Exercise prompt> When the string "labels" occurs in a line of the records, show that line.

Stored data entries:
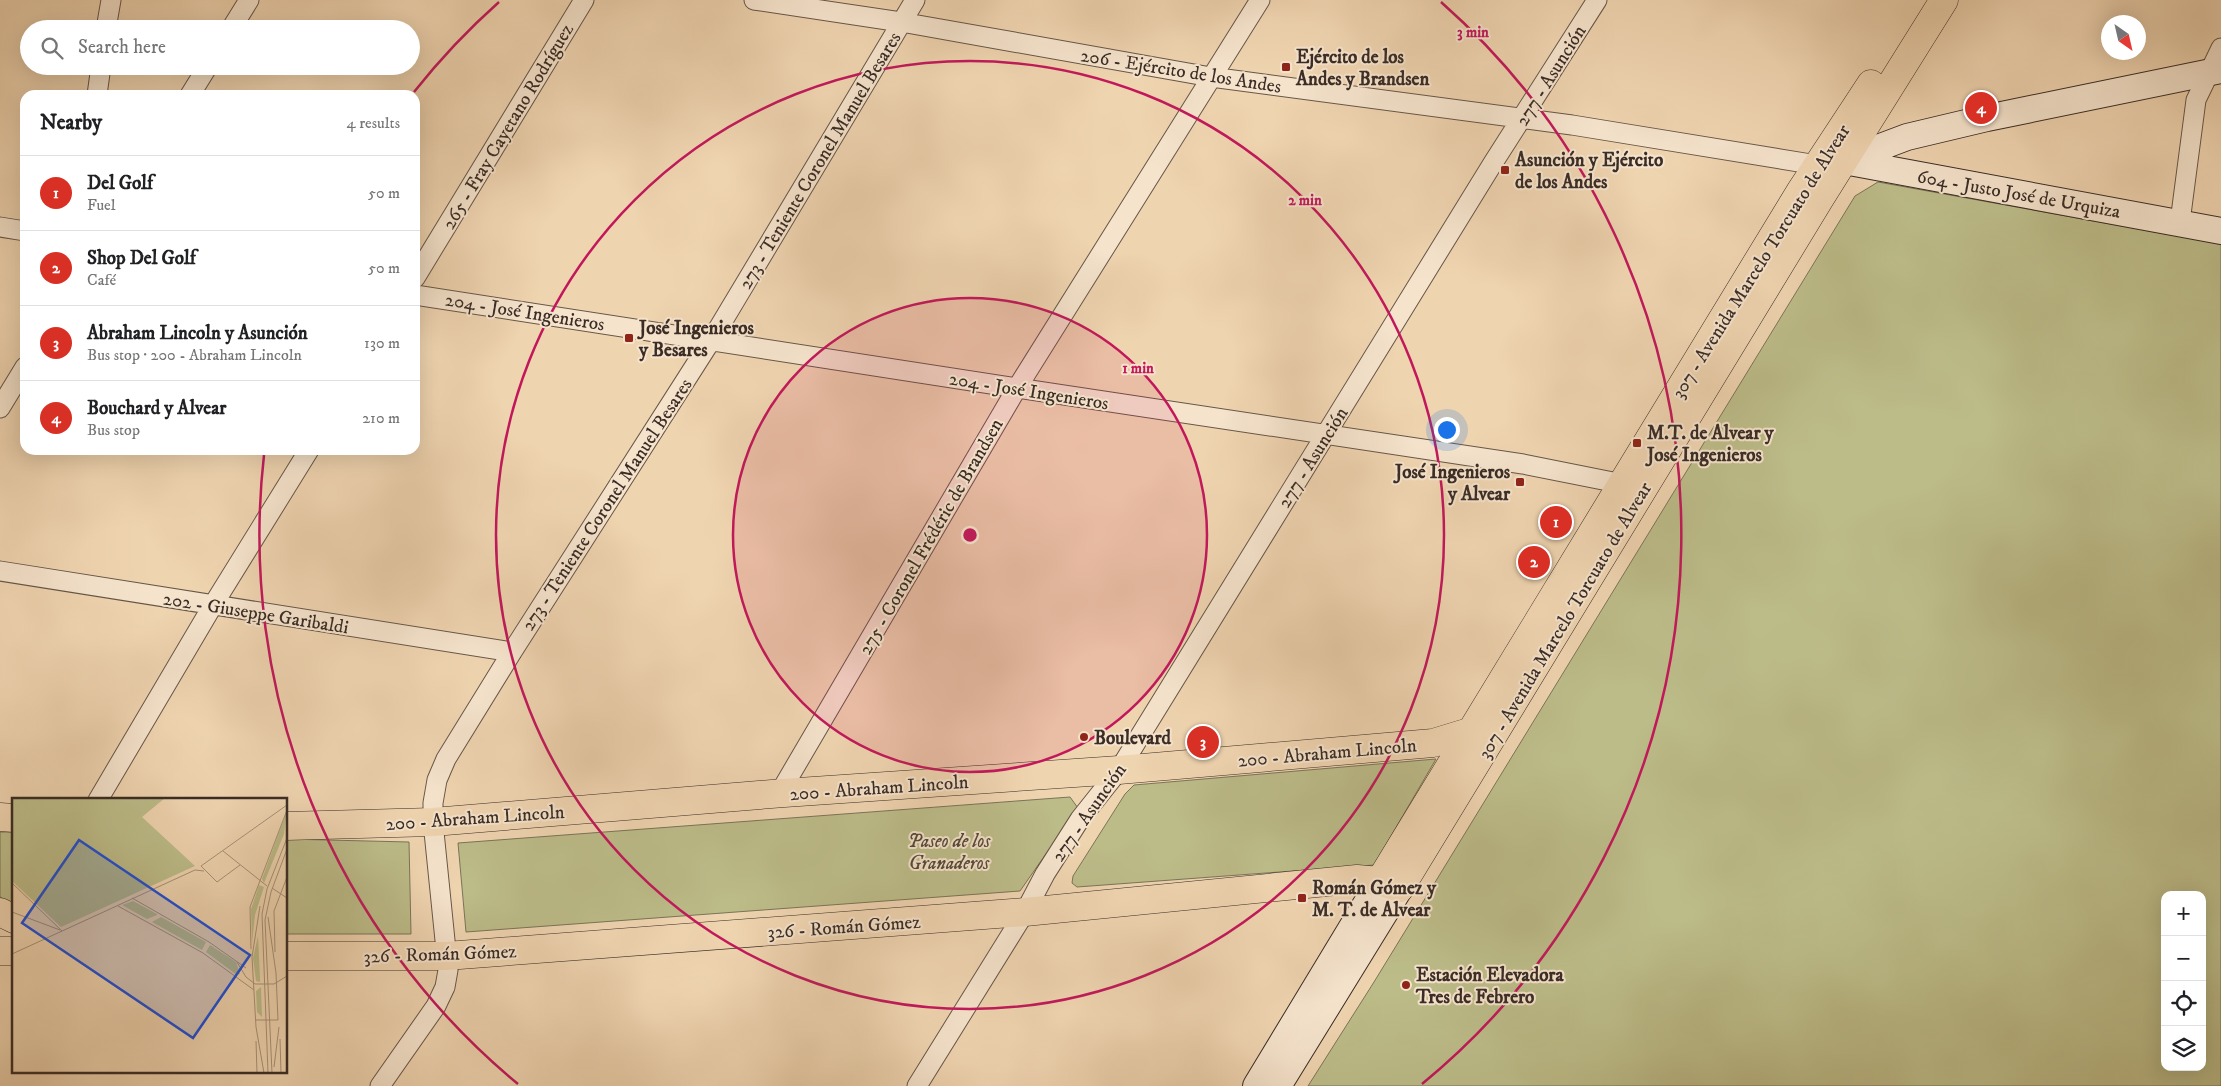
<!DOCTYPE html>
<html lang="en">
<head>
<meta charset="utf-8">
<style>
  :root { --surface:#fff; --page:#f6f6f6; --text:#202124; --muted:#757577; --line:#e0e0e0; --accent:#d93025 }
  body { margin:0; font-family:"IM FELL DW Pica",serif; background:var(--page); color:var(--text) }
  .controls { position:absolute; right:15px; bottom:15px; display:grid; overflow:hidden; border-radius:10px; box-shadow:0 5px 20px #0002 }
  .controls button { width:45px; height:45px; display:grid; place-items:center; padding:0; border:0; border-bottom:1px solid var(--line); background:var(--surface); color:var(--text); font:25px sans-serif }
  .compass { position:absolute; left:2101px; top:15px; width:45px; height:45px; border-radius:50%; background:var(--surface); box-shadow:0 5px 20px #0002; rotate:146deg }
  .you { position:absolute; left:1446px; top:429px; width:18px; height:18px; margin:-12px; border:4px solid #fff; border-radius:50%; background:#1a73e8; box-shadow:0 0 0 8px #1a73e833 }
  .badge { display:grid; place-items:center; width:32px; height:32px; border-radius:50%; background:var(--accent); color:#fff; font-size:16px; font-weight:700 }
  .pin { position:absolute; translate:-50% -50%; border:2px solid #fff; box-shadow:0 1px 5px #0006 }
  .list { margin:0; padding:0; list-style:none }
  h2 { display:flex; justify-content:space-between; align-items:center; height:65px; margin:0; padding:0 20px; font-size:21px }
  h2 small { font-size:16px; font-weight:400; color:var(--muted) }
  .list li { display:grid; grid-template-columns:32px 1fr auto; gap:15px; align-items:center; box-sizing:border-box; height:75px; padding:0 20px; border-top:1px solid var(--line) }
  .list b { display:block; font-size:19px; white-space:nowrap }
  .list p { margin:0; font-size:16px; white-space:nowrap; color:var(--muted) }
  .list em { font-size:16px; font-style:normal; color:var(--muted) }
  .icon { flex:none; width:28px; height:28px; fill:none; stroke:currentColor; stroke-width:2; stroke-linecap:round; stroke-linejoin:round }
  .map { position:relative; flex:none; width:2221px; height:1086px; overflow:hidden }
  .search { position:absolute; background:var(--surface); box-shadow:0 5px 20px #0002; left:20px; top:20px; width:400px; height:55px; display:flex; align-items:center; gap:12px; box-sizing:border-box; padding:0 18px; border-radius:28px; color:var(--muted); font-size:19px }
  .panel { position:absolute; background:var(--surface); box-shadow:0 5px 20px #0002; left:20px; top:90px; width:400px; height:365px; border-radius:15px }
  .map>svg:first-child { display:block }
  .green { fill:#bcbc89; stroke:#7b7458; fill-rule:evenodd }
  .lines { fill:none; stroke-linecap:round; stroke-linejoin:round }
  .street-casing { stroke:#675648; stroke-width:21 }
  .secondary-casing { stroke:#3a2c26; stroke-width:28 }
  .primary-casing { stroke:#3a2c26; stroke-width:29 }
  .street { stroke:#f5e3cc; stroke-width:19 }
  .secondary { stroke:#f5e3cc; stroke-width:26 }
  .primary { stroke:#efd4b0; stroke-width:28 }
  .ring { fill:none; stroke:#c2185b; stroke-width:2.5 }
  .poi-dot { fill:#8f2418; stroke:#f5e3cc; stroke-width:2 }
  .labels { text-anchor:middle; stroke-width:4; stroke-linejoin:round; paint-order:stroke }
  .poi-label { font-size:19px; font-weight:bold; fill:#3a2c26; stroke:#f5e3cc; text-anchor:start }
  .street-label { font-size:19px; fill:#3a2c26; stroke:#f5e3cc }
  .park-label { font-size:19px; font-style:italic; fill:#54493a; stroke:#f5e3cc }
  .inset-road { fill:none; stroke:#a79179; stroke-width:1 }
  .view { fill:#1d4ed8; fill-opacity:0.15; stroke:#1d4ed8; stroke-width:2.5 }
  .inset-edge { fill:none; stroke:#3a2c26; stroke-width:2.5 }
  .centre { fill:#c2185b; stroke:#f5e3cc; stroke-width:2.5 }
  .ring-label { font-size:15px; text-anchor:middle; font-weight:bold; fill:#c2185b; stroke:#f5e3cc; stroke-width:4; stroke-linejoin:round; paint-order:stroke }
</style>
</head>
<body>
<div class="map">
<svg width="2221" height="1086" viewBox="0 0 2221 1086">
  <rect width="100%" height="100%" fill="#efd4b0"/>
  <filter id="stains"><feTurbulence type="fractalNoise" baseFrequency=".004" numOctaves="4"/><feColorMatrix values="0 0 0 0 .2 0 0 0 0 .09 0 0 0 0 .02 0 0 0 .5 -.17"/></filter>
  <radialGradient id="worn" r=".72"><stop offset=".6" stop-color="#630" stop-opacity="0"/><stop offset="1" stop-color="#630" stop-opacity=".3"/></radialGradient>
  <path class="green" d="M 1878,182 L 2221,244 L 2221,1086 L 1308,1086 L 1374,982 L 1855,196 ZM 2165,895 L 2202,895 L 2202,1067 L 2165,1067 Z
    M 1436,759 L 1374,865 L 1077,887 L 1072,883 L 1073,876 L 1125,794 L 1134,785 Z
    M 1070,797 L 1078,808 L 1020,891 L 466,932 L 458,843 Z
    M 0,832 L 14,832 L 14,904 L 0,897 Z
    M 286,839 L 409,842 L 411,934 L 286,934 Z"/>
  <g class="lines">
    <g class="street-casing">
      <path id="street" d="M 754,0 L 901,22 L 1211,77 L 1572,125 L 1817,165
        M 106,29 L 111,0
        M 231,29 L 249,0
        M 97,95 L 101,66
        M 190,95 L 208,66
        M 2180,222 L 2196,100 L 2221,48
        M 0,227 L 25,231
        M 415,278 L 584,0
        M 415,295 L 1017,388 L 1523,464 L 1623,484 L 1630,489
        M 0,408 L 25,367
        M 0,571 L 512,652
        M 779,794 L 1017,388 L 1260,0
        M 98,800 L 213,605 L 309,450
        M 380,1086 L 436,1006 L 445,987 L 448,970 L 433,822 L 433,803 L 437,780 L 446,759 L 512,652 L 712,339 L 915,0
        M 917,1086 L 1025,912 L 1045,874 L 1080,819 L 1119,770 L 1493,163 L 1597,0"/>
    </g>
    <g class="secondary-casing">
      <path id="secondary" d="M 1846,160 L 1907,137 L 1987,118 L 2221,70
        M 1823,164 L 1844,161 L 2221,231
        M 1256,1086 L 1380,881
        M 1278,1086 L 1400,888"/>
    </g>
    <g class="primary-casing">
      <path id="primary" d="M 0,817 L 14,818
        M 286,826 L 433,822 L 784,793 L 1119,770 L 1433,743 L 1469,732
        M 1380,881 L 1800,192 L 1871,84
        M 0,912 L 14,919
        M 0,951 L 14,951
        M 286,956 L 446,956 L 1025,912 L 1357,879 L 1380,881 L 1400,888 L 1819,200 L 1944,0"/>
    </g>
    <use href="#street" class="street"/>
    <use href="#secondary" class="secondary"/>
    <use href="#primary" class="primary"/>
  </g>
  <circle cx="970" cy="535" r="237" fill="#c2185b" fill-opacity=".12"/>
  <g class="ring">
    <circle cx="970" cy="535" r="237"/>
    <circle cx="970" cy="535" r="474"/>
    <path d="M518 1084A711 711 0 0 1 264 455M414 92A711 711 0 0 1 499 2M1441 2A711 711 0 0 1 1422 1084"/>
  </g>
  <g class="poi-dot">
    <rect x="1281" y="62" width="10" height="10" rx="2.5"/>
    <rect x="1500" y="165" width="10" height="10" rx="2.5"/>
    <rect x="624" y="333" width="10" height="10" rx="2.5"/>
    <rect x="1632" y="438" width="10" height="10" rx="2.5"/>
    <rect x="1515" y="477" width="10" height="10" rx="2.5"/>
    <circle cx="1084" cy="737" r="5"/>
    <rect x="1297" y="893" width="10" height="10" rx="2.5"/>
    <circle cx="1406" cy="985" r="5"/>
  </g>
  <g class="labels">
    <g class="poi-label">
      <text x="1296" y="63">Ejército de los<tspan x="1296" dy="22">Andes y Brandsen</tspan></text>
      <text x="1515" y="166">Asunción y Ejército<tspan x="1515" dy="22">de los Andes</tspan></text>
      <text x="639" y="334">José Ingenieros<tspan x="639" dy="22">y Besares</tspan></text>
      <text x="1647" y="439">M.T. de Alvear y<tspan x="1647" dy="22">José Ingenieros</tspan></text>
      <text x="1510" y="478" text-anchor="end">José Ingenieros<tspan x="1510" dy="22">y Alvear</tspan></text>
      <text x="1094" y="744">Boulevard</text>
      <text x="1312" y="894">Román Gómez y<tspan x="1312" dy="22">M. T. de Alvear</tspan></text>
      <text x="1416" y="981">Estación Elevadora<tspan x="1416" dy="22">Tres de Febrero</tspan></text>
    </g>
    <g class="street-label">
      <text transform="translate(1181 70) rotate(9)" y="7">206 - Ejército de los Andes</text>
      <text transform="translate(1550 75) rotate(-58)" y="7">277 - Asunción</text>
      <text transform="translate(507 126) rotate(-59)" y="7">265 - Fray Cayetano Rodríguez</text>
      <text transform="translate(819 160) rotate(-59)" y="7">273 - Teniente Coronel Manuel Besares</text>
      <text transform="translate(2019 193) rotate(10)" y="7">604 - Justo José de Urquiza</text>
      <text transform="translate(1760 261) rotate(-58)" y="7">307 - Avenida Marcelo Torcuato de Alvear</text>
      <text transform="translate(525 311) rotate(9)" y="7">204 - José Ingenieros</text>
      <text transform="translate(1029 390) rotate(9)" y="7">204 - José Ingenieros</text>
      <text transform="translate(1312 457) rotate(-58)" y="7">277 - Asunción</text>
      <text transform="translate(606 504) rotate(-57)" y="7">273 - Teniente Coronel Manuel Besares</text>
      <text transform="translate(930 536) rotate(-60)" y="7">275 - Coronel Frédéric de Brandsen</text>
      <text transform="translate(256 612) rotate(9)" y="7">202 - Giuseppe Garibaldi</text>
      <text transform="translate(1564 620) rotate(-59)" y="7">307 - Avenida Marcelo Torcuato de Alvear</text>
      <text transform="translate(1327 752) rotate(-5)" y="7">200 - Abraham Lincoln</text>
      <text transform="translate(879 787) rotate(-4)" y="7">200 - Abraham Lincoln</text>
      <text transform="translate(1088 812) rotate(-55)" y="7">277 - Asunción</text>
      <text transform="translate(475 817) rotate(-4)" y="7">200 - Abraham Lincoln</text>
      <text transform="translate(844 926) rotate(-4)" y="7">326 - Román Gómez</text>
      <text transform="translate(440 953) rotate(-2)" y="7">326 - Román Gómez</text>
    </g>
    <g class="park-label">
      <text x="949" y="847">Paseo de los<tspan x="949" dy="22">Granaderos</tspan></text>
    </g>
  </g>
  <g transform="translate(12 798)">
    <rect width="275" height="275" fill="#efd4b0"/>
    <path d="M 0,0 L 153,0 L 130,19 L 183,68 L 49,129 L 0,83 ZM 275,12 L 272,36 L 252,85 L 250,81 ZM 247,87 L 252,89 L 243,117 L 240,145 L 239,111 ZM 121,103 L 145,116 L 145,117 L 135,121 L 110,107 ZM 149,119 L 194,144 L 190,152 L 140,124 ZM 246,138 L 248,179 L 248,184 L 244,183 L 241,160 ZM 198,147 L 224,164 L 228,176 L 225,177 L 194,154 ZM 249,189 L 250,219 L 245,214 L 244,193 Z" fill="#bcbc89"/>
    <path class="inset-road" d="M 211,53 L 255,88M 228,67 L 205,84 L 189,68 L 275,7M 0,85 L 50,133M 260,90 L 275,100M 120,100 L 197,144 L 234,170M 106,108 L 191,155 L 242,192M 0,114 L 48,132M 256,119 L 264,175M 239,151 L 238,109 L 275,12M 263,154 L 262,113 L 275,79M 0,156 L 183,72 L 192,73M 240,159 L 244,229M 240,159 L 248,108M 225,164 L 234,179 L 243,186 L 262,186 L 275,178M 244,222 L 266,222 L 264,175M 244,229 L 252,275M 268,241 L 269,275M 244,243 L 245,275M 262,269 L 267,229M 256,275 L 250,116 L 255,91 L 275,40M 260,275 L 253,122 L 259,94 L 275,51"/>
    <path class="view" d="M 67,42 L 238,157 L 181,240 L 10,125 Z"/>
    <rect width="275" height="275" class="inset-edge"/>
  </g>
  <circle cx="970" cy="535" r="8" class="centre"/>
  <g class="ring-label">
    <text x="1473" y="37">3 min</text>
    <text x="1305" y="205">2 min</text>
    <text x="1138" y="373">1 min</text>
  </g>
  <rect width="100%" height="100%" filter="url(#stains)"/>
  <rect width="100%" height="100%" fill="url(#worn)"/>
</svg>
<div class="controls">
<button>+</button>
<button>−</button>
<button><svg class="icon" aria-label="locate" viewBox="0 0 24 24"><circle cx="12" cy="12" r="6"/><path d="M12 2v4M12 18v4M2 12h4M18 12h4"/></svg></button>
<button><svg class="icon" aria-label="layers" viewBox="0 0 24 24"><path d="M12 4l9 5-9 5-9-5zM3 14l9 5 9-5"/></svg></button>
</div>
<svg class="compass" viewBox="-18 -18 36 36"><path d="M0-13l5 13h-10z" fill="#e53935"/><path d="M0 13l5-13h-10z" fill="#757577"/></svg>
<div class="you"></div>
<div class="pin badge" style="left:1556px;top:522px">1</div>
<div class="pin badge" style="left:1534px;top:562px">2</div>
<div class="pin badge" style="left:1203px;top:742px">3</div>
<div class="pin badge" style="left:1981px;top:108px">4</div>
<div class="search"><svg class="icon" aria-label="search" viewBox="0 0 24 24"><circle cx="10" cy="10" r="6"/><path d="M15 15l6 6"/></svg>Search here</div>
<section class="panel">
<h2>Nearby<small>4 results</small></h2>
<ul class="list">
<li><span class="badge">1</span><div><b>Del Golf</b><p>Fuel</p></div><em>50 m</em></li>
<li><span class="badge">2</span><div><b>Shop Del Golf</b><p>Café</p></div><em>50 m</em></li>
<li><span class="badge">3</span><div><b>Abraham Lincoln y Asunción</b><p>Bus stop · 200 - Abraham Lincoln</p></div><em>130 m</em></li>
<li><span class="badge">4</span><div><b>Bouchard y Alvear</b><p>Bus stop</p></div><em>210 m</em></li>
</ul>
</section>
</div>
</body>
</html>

Written solution>
  .labels { text-anchor:middle; stroke-width:4; stroke-linejoin:round; paint-order:stroke }
  <g class="labels">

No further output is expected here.